The central finding of this analysis demonstrates that some employers, particularly those in the Services and Trade industries, stayed in business longer not simply by diversifying their product lines but rather by embracing (to the extent it was formalized) a new industrial focus. Regardless of how closely related the new industrial interest was to the former interest, the emphasis on different products or services accounted for a majority of the employer's revenue, thereby replacing the employer's primary industrial designation.

Having identified that industrial change may benefit some employers, we need to make the point that changing industrial classification does not necessarily require a business to transform its public image, largely a function of the business's name and reputation. For example, absent a sign post change or significant building renovation, the public will generally view a motel that shifts its primary industrial classification to coin-operated laundry facilities (based on revenue) as a motel. The prevalence with which firms that shift industries also make changes in their corporate name could be the subject of a future study.

This analysis does not offer a definitive snapshot of employer resiliency. The components of business survival are too numerous and complex to take up in this short report. Faced with market change, though, industrial shifting offers employers another survival strategy that should not be feared and might provide a substantial benefit. More detailed analysis of firm behavior using industrial classification systems--additionally, employee adaptive behaviors and career paths using occupational classifications--have the potential to identify winning strategic models for employer (and individual) success. Patterns of industrial shifting or occupational pairings may provide economic developers, career counselors, employers and employees a better understanding of how to weather changing economic winds and realize success.

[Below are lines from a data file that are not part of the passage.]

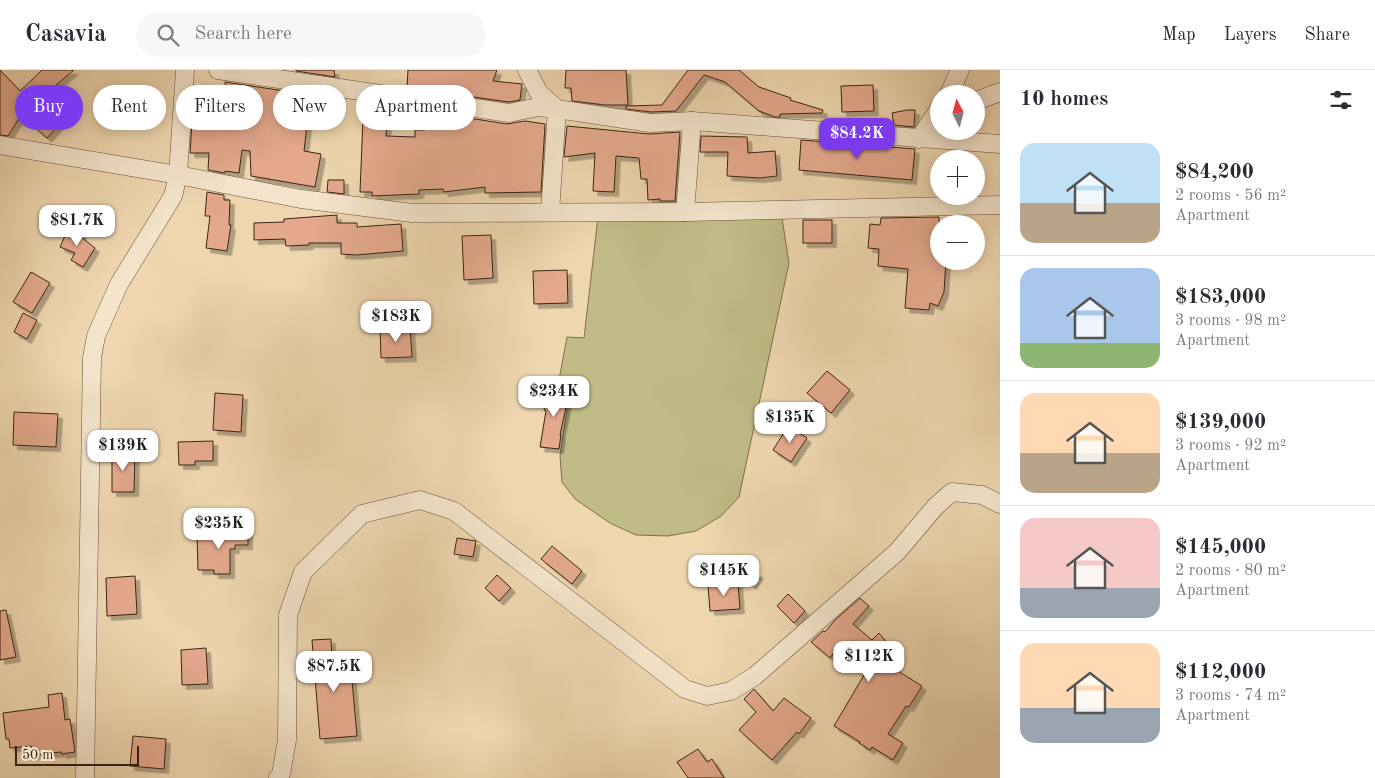 <!DOCTYPE html>
<html lang="en">
<head>
<meta charset="utf-8">
<style>
  :root { --surface:#fff; --page:#f7f7f7; --text:#2b2b33; --muted:#7c7c81; --line:#e1e1e2; --accent:#7c3aed }
  body { margin:0; font-family:"Old Standard TT",serif; background:var(--page); color:var(--text); height:100vh; display:flex; flex-direction:column; font-size:19px; white-space:nowrap }
  * { box-sizing:border-box; margin:0 }
  p { font-size:16px; color:var(--muted) }
  .icon { flex:none; width:28px; height:28px; fill:none; stroke:currentColor; stroke-width:2; stroke-linecap:round; stroke-linejoin:round }
  .map { position:relative; flex:1; overflow:hidden }
  .panel { display:flex; flex-direction:column; background:var(--surface); width:375px }
  .panel>* { flex:none }
  .banner { position:absolute; left:15px; top:15px; width:475px; height:45px; display:flex; gap:10px }
  .needle { width:32px; rotate:354deg }
  .controls { position:absolute; left:930px; top:15px; display:grid; gap:10px }
  .controls a { display:grid; place-items:center; width:55px; height:55px; border-radius:50%; background:var(--surface); box-shadow:0 2px 12px #0003; font-size:25px }
  .scale { position:absolute; left:15px; bottom:12px; width:124px; box-sizing:border-box; padding-left:5px; border:2px solid #3b2414; border-top:0; font-size:14px; line-height:18px; white-space:nowrap; color:#3b2414; -webkit-text-stroke:4px #f4e4cb; paint-order:stroke }
  .price { position:absolute; translate:-50% -42px; padding:0 11px; border-radius:10px; background:#fff; color:#222; font-size:16px; line-height:32px; filter:drop-shadow(0 1px 2px #0008) }
  .price::after { content:''; position:absolute; left:50%; top:30px; width:15px; height:11px; margin-left:-8px; background:inherit; clip-path:polygon(0 0,100% 0,50% 100%) }
  .price.current { background:var(--accent); color:#fff }
  ul { padding:0; list-style:none }
  li { display:flex; align-items:center; gap:15px; height:125px; padding:0 20px }
  li+li { border-top:1px solid var(--line) }
  li span { display:grid; place-items:center; flex:none; width:140px; height:100px; border-radius:15px; color:#555 }
  li>.icon { margin-inline-start:auto }
  span .icon { width:60px; height:60px; fill:#fffc; stroke-width:1 }
  li b { font-size:21px }
  h2 { display:flex; justify-content:space-between; align-items:center; height:60px; padding:0 20px; font-size:21px }
  .tag { padding:0 18px; border-radius:22px; background:var(--surface); box-shadow:0 2px 12px #0003; font-size:18px; line-height:45px }
  .tag.current { background:var(--accent); color:#fff }
  header { display:flex; align-items:center; gap:30px; box-sizing:border-box; height:70px; padding:0 25px; background:var(--surface); border-bottom:1px solid var(--line) }
  header strong { font-size:24px }
  nav { display:flex; gap:28px; margin-inline-start:auto; font-size:18px }
  .search { width:350px; height:45px; background:var(--page); display:flex; align-items:center; gap:12px; box-sizing:border-box; padding:0 18px; border-radius:28px; color:var(--muted); font-size:19px }
  main { display:flex; flex:1; min-height:0 }
  .map>svg:first-child { display:block }
  .green { fill:#c1bb85; stroke:#7e704c }
  .building { fill:#e4a98d; stroke:#3b2414; filter:url(#shadow) }
  .lines { fill:none; stroke-linecap:round; stroke-linejoin:round }
  .minor-casing { stroke:#68503b; stroke-width:19 }
  .minor { stroke:#f4e4cb; stroke-width:18 }
</style>
</head>
<body>
<header>
<strong>Casavia</strong>
<div class="search"><svg class="icon" aria-label="search" viewBox="0 0 24 24"><circle cx="10" cy="10" r="6"/><path d="M15 15l6 6"/></svg>Search here</div>
<nav><a>Map</a><a>Layers</a><a>Share</a></nav>
</header>
<main>
<div class="map">
<svg width="1000" height="708" viewBox="0 0 1000 708">
  <defs>
    <filter id="shadow"><feDropShadow dx="4.5" dy="4.5" stdDeviation="0" flood-color="#0004"/></filter>
  </defs>
  <rect width="100%" height="100%" fill="#eed6af"/>
  <filter id="stains"><feTurbulence type="fractalNoise" baseFrequency=".004" numOctaves="4"/><feColorMatrix values="0 0 0 0 .2 0 0 0 0 .09 0 0 0 0 .02 0 0 0 .5 -.17"/></filter>
  <radialGradient id="worn" r=".72"><stop offset=".6" stop-color="#630" stop-opacity="0"/><stop offset="1" stop-color="#630" stop-opacity=".3"/></radialGradient>
  <path class="green" d="M598 147 782 148 789 193 739 427 721 446 696 461 668 466 636 465 610 453 575 429 562 412 560 386 571 313 559 310 567 267 584 268Z"/>
  <g class="building">
    <path d="M0 0 20 21 42 0H74L50 20 44 27 67 46 47 68 21 45 8 66 0 65Z"/>
    <path d="M296 0H334L335 7 296 1Z"/>
    <path d="M408 0H497L493 11 522 14 520 30 509 32 445 23V20L407 17Z"/>
    <path d="M566 0H626L628 35H605L572 31 571 18H565Z"/>
    <path d="M688 0H739L759 17 791 28 790 30 823 40 822 43 780 44V47H775L759 41 725 12 704 5 676 41 651 42 626 39V36L662 35Z"/>
    <path d="M225 12 331 28 327 52 307 55 304 81 321 84 315 117 251 106 250 81 242 80 239 103 225 101V103L208 100 209 83H190L193 37 227 38Z"/>
    <path d="M873 15 874 41 842 42 841 16Z"/>
    <path d="M907 40H915L914 57 894 55 892 43Z"/>
    <path d="M456 46 507 54 525 51 545 54 541 122 485 123V117L444 122 443 119 419 120V124L372 126V122H360L363 48 387 50 386 66 415 67V60H425L426 55 456 59Z"/>
    <path d="M567 56 649 64 680 62 675 131H660V129L648 130 647 109H641L639 88 616 86 614 122 593 121 595 83 564 87Z"/>
    <path d="M701 66 747 67 748 83 775 81 777 106 760 108 727 106 728 82H700Z"/>
    <path d="M801 70 915 79 912 110 799 100Z"/>
    <path d="M328 110H344V124L327 122Z"/>
    <path d="M207 122 224 125V130H230L229 155H231L227 181 206 178 210 146H205Z"/>
    <path d="M337 145V153H357V157L401 154 403 181 356 185 341 184V173H309V175L286 176 285 169 254 170V153L284 152V149Z"/>
    <path d="M939 147V191H946L944 222 938 236 930 233 929 240 905 238 908 199 878 196 879 179 868 178 870 154 880 155 881 148Z"/>
    <rect x="803" y="150" width="29" height="23"/>
    <path d="M68 159 82 164 81 167 95 178 83 197 71 190 75 183 60 177Z"/>
    <path d="M491 165 493 208 464 210 462 166Z"/>
    <path d="M567 200 568 233 534 234 533 201Z"/>
    <path d="M31 202 50 213 32 243 13 232Z"/>
    <path d="M23 243 37 250 27 269 14 262Z"/>
    <path d="M410 257 412 287 381 288 380 258Z"/>
    <path d="M827 301 850 320 831 343 807 323Z"/>
    <path d="M548 318 569 323 560 365H561L559 379 540 377 546 341 544 340Z"/>
    <path d="M215 323 243 325 241 362 213 360Z"/>
    <path d="M14 342 58 344 56 377 13 375Z"/>
    <path d="M788 356 807 368 791 392 773 380Z"/>
    <path d="M213 371V391H195V395H179L178 372Z"/>
    <path d="M112 383H135L134 422H112Z"/>
    <path d="M248 458V475H235V479H230V504H214V500H198L197 465 225 464V460Z"/>
    <path d="M457 468 476 471 473 487 454 484Z"/>
    <path d="M552 476 582 501 572 514 541 489Z"/>
    <path d="M747 497 759 504 752 515 741 508Z"/>
    <path d="M497 505 511 518 499 531 485 518Z"/>
    <path d="M135 506 137 544 107 546 106 508Z"/>
    <path d="M738 513 740 539 710 541 708 516Z"/>
    <path d="M788 524 805 541 794 553 777 536Z"/>
    <path d="M860 528 869 536 853 554 872 570 879 563 890 577 885 581 888 584 882 591 922 616 909 637 906 636 888 664 903 673 893 690 872 677 870 680 859 673 860 672 834 656 867 600 854 592 851 595 835 581 830 588 811 572 823 561 825 562 835 550Z"/>
    <path d="M6 540 16 587 0 590V541Z"/>
    <path d="M331 569 332 590 350 588 357 666 320 669 312 570Z"/>
    <path d="M206 578 208 614 182 615 181 580Z"/>
    <path d="M754 619 773 641 784 628 811 648 799 664 797 662 772 690 739 660 756 642 744 629Z"/>
    <path d="M62 623 65 650 70 649 75 682 62 684 61 682 32 685 31 676 10 678 9 669H6L3 643 49 637 48 625Z"/>
    <path d="M133 666 166 669 164 699 130 696Z"/>
    <path d="M698 679 707 692 712 689 724 708H688L677 692Z"/>
  </g>
  <g class="lines">
    <g class="minor-casing">
      <g id="minor">
        <path d="M218 0 509 43 538 37 557 39 550 142"/>
        <path d="M527 0 539 23 557 39 650 53 692 51 1000 74"/>
        <path d="M949 24 960 0"/>
        <path d="M976 31 1000 22"/>
        <path d="M919 69 939 39"/>
        <path d="M0 75 178 105 301 129 412 143 685 142 1000 135"/>
        <path d="M685 142 692 51"/>
        <path d="M85 708 92 288 96 266 119 214 173 126 178 105 185 0"/>
        <path d="M278 708 281 704 287 670 288 545 303 502 362 444 420 430 454 441 685 619 707 626 731 621 755 606 897 482 936 436 952 422 982 425 1000 434"/>
      </g>
    </g>
    <use href="#minor" class="minor"/>
  </g>
  <rect width="100%" height="100%" filter="url(#stains)"/>
  <rect width="100%" height="100%" fill="url(#worn)"/>
</svg>
<div class="controls">
<a><svg class="needle" viewBox="-14 -14 28 28"><path d="M0-13l5 13h-10z" fill="#e53935"/><path d="M0 13l5-13h-10z" fill="#7c7c81"/></svg></a>
<a>+</a>
<a>−</a>
</div>
<div class="scale">50 m</div>
<b class="price current" style="left:857px;top:90px">$84.2K</b>
<b class="price" style="left:77px;top:177px">$81.7K</b>
<b class="price" style="left:396px;top:273px">$183K</b>
<b class="price" style="left:554px;top:348px">$234K</b>
<b class="price" style="left:790px;top:374px">$135K</b>
<b class="price" style="left:123px;top:402px">$139K</b>
<b class="price" style="left:219px;top:480px">$235K</b>
<b class="price" style="left:724px;top:527px">$145K</b>
<b class="price" style="left:869px;top:613px">$112K</b>
<b class="price" style="left:334px;top:623px">$87.5K</b>
<div class="banner">
<a class="tag current">Buy</a>
<a class="tag">Rent</a>
<a class="tag">Filters</a>
<a class="tag">New</a>
<a class="tag">Apartment</a>
</div>
</div>
<section class="panel">
<h2>10 homes<svg class="icon" aria-label="filters" viewBox="0 0 24 24"><path d="M4 7h16M4 17h16"/><circle cx="9" cy="7" r="2"/><circle cx="15" cy="17" r="2"/></svg></h2>
<ul>
<li><span style="background:linear-gradient(#bfe0f5 60%,#b9a48a 0)"><svg class="icon" aria-label="home" viewBox="0 0 24 24"><path d="M3 11l9-7 9 7M6 9v11h12V9"/></svg></span><div><b>$84,200</b><p>2 rooms · 56 m²</p><p>Apartment</p></div></li>
<li><span style="background:linear-gradient(#a9c7e8 75%,#8fb573 0)"><svg class="icon" aria-label="home" viewBox="0 0 24 24"><path d="M3 11l9-7 9 7M6 9v11h12V9"/></svg></span><div><b>$183,000</b><p>3 rooms · 98 m²</p><p>Apartment</p></div></li>
<li><span style="background:linear-gradient(#ffd9b3 60%,#b9a48a 0)"><svg class="icon" aria-label="home" viewBox="0 0 24 24"><path d="M3 11l9-7 9 7M6 9v11h12V9"/></svg></span><div><b>$139,000</b><p>3 rooms · 92 m²</p><p>Apartment</p></div></li>
<li><span style="background:linear-gradient(#f6c9c9 70%,#9aa5b1 0)"><svg class="icon" aria-label="home" viewBox="0 0 24 24"><path d="M3 11l9-7 9 7M6 9v11h12V9"/></svg></span><div><b>$145,000</b><p>2 rooms · 80 m²</p><p>Apartment</p></div></li>
<li><span style="background:linear-gradient(#ffd9b3 65%,#9aa5b1 0)"><svg class="icon" aria-label="home" viewBox="0 0 24 24"><path d="M3 11l9-7 9 7M6 9v11h12V9"/></svg></span><div><b>$112,000</b><p>3 rooms · 74 m²</p><p>Apartment</p></div></li>
</ul>
</section>
</main>
</body>
</html>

1 Xiaohong (Sherry) Yu, "Update: New Business Formation in Wyoming," Wyoming Labor Force Trends, January 1999.

2 Brett Judd, "The Wyoming Wage Record Classification System," Wyoming Labor Force Trends, March 1998.

3 Krista R. Shinkle, "Wyoming-Attached Workers: Living and Working in Wyoming," Wyoming Labor Force Trends, April 1999.

4 Julia I. Lane, Alan G. Isaac, and David W. Stevens, "Firm Heterogeneity and Worker Turnover," Journal of Economic Literature, February 1996, [Abstract].

5 Mike Evans, "Job Turnover and Hire Rates in Wyoming," Wyoming Labor Force Trends, June 1999.

6 Tony Glover and Richard Peters, "Instability Index as a Measure of Labor Market Activity," Wyoming Labor Force Trends, March 2000.

7 Refiling: each year Research & Planning randomly surveys one-third of all firms. Employers are asked whether or not their primary business function has changed. If it has, they are coded into their new industrial classification.

8 More than half of the 2,435 industrial shifts recorded for the period 1989-1997 occurred in three years, 1990-1992. The concentrated reporting of industrial change during that period reflects a combination of factors. First, the 1987 revised edition of the Standard Industrial Classification Manual was implemented, reclassifying a significant number of industries. Secondly, during this period the Department of Employment initiated new automated systems for conducting employer refiling, boosting responses. Thirdly, the refiling process moved from surveying one-third of the ten major industrial divisions each year (i.e., Mining, Construction and Services one year; Government, Agriculture and Manufacturing the next year) to surveying annually one-third of all Wyoming employers (representing all major industries).

9 Xiaohong (Sherry) Yu, "Update: New Business Formation in Wyoming," Wyoming Labor Force Trends, January 1999.

10 NEC = Not Elsewhere Classified within Standard Industrial Classification Manual. Full citation: Executive Office of the President. Office of Management and Budget. Standard Industrial Classification Manual, 1987.